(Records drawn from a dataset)
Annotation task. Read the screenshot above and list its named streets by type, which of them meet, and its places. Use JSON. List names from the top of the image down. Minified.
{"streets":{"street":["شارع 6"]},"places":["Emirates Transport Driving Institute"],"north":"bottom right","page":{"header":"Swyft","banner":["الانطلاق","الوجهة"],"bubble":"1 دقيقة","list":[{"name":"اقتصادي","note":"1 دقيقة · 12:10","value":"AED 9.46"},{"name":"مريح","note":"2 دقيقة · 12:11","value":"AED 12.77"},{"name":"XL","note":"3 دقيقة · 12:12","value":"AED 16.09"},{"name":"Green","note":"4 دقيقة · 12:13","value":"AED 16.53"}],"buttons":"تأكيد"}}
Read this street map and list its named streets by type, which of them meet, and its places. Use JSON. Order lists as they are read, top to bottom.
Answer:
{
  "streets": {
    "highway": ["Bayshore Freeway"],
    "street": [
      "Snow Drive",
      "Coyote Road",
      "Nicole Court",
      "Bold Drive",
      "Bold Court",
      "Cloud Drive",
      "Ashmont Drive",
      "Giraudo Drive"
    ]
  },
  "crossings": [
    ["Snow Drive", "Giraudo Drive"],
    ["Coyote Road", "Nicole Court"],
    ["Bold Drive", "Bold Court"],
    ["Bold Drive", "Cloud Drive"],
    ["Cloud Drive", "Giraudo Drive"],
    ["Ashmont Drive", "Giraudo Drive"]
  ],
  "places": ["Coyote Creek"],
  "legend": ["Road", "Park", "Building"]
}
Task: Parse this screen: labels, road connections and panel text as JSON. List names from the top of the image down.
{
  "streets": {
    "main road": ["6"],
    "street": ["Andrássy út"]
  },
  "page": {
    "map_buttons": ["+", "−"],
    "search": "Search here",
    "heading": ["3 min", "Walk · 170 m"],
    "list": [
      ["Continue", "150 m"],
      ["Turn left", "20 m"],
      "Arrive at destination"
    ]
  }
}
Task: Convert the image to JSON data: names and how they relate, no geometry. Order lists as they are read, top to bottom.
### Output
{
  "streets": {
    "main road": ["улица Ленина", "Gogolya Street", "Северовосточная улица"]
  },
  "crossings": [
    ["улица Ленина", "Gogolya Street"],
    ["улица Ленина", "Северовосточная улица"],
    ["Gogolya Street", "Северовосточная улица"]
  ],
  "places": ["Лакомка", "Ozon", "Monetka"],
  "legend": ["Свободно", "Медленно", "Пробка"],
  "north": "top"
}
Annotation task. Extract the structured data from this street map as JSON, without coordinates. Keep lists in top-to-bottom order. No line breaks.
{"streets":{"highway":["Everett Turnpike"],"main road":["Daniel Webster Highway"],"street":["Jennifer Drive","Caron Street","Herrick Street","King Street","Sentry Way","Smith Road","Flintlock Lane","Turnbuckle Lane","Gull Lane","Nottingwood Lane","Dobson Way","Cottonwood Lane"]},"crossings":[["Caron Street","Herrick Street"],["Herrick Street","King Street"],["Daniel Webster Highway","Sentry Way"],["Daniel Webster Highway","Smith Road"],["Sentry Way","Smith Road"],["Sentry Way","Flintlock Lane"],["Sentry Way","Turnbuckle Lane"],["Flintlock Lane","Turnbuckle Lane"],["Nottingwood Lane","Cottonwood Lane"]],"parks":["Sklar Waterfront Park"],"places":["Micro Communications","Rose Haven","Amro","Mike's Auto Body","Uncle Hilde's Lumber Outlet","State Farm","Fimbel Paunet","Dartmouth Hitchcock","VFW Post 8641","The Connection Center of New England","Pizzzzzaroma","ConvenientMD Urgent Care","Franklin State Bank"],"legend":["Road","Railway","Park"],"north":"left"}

Prompt -
Search the data above for the string "they" and report each line that holds it.

Response -
Read this street map and list its named streets by type, which of them meet, and its places. Use JSON. Order lists as they are read, top to bottom.
Task: Convert the image to JSON data: names and how they relate, no geometry. Order lists as they are read, top to bottom.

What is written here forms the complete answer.